4.5/5 An exceptional, unsettling book – it’s not for everyone but I want more Stridsberg.

I received my copy of The Gravity of Love from the publisher, Quercus Press, via NetGalley, in exchange for an honest review.

‘Jim and Lone are in the kitchen… in the last afternoon light, she with a blue bowl and a whisk in her arms, making one of her lemon tarts, he with a glass of sherry in his hand. “I’ll put my head in the oven so you know where I am,” he whispers, kissing her neck.’


*The book is set in Beckomberga, a Swedish psychiatric hospital built in 1932. At its peak, the hospital was ‘home’ to 2,000 patients, largely due to the fact that the clinical definition of ‘insane’ was a catchall for alcoholics, addicts, and anyone who posed a risk to themselves or others – the numbers of people in mental institutions in Sweden grew eight fold during the mid 20th century. The hospital closed in 1995 as clinical attitudes to the treatment of mental illness changed.





20 responses

  1. It certainly doesn’t sound like a pleasure read, but I’ll add this novel to my TBR list; I’ll wait for a time I’m ready for a sobering, emotionally evocative, bittersweet(?) read.

    • No, not a ‘pleasure’! But at the same time, not confronting in the way you might expect. Instead, it sort of creeps up on you. One of the few books I’ve read this year that I will probably read again (the other being Deborah Levy’s Hot Milk).

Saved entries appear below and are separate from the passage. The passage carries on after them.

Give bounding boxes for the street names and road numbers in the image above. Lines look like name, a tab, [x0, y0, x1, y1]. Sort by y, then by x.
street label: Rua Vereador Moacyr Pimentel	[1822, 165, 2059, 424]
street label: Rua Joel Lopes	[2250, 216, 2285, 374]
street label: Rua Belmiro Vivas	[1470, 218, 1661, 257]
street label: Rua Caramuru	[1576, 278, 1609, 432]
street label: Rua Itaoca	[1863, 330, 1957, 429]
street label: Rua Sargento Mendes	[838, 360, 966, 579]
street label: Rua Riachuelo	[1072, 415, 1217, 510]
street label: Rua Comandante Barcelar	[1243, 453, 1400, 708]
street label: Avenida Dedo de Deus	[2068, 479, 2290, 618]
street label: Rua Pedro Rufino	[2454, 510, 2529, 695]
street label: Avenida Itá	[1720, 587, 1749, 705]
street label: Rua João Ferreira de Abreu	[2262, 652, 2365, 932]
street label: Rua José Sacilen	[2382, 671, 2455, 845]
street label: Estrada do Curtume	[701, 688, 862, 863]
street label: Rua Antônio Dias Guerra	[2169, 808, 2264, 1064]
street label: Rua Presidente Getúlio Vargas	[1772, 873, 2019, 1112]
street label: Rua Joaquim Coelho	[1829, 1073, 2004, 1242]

    • Apart from being beautifully written (and props to the translator as well), there’s the added element that the story is based on historical fact – I never expected to be doing further reading about Sweden’s psychiatric care program, but there you go!

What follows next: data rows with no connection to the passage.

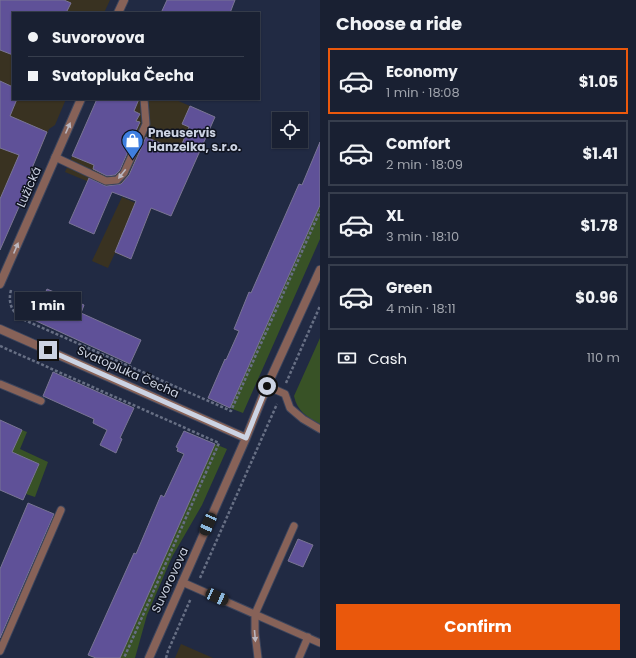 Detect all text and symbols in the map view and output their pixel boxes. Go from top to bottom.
text: Choose a ride [336,11,462,36]
text: Suvorovova [52,27,145,48]
text: Economy [386,61,458,82]
icon: car [338,63,374,99]
text: Svatopluka Čecha [52,65,194,86]
text: $1.05 [579,71,618,92]
text: 1 min · 18:08 [386,83,460,102]
map controls [272,112,308,148]
button: locate [272,112,308,148]
one-way arrow [65,123,71,134]
place label: Pneuservis Hanzelka, s.r.o. [148,124,241,155]
shop icon: Pneuservis Hanzelka, s.r.o. [120,127,146,160]
text: Comfort [386,133,450,154]
icon: car [338,135,374,171]
text: $1.41 [582,143,618,164]
text: 2 min · 18:09 [386,155,463,174]
street label: Lužická [12,164,45,210]
one-way arrow [117,169,126,180]
text: XL [386,205,404,226]
icon: car [338,207,374,243]
text: $1.78 [581,215,618,236]
text: 3 min · 18:10 [386,227,459,246]
one-way arrow [12,242,19,254]
text: Green [386,277,432,298]
icon: car [338,279,374,315]
text: $0.96 [575,287,618,308]
callout: 1 min [15,292,81,320]
text: 1 min [31,296,65,315]
text: 4 min · 18:11 [386,299,456,318]
route end [39,341,57,359]
street label: Svatopluka Čecha [75,341,182,402]
icon: cash [336,347,358,369]
text: Cash [368,348,407,369]
text: 110 m [587,348,620,367]
route start [258,377,276,395]
car [198,511,218,537]
street label: Suvorovova [147,544,192,615]
car [204,587,230,607]
button: Confirm [336,604,620,650]
one-way arrow [252,630,259,642]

    • Thank you and I agree Bill – I was totally caught up in this book and I guess it’s not easy to transport someone from suburban Melbourne to the grounds of a psychiatric hospital on the other side of the world!

    • I have The Ballroom as well but haven’t picked it up yet – might have to leave it for a few months so that I don’t compare. If you read this one, I’ll be interested to hear your thoughts.

  2. I’ll have you know, it’s mighty frustrating when you review such lovely sounding books and they aren’t readily available in my country. lol Excellent review though. 😀

    • Sorry! *not sorry 😉 *
      I’m assuming that the publisher will take the book global and hopefully more by this author will be translated (after I finished reading I tried to find more by her but none in English as yet). In terms of book publishing, Australia is oddly well-placed – we get new releases from both the US and the UK – best of both worlds!

    • Both?! I’ll be interested in your thoughts – the writing is stunning which means that the translator did an amazing job – I imagine that translating writing with a very particular style would be difficult, given that you have to maintain the integrity of what the author is saying. I just wish more of her work was translated into English (Gravity is the only one at this stage).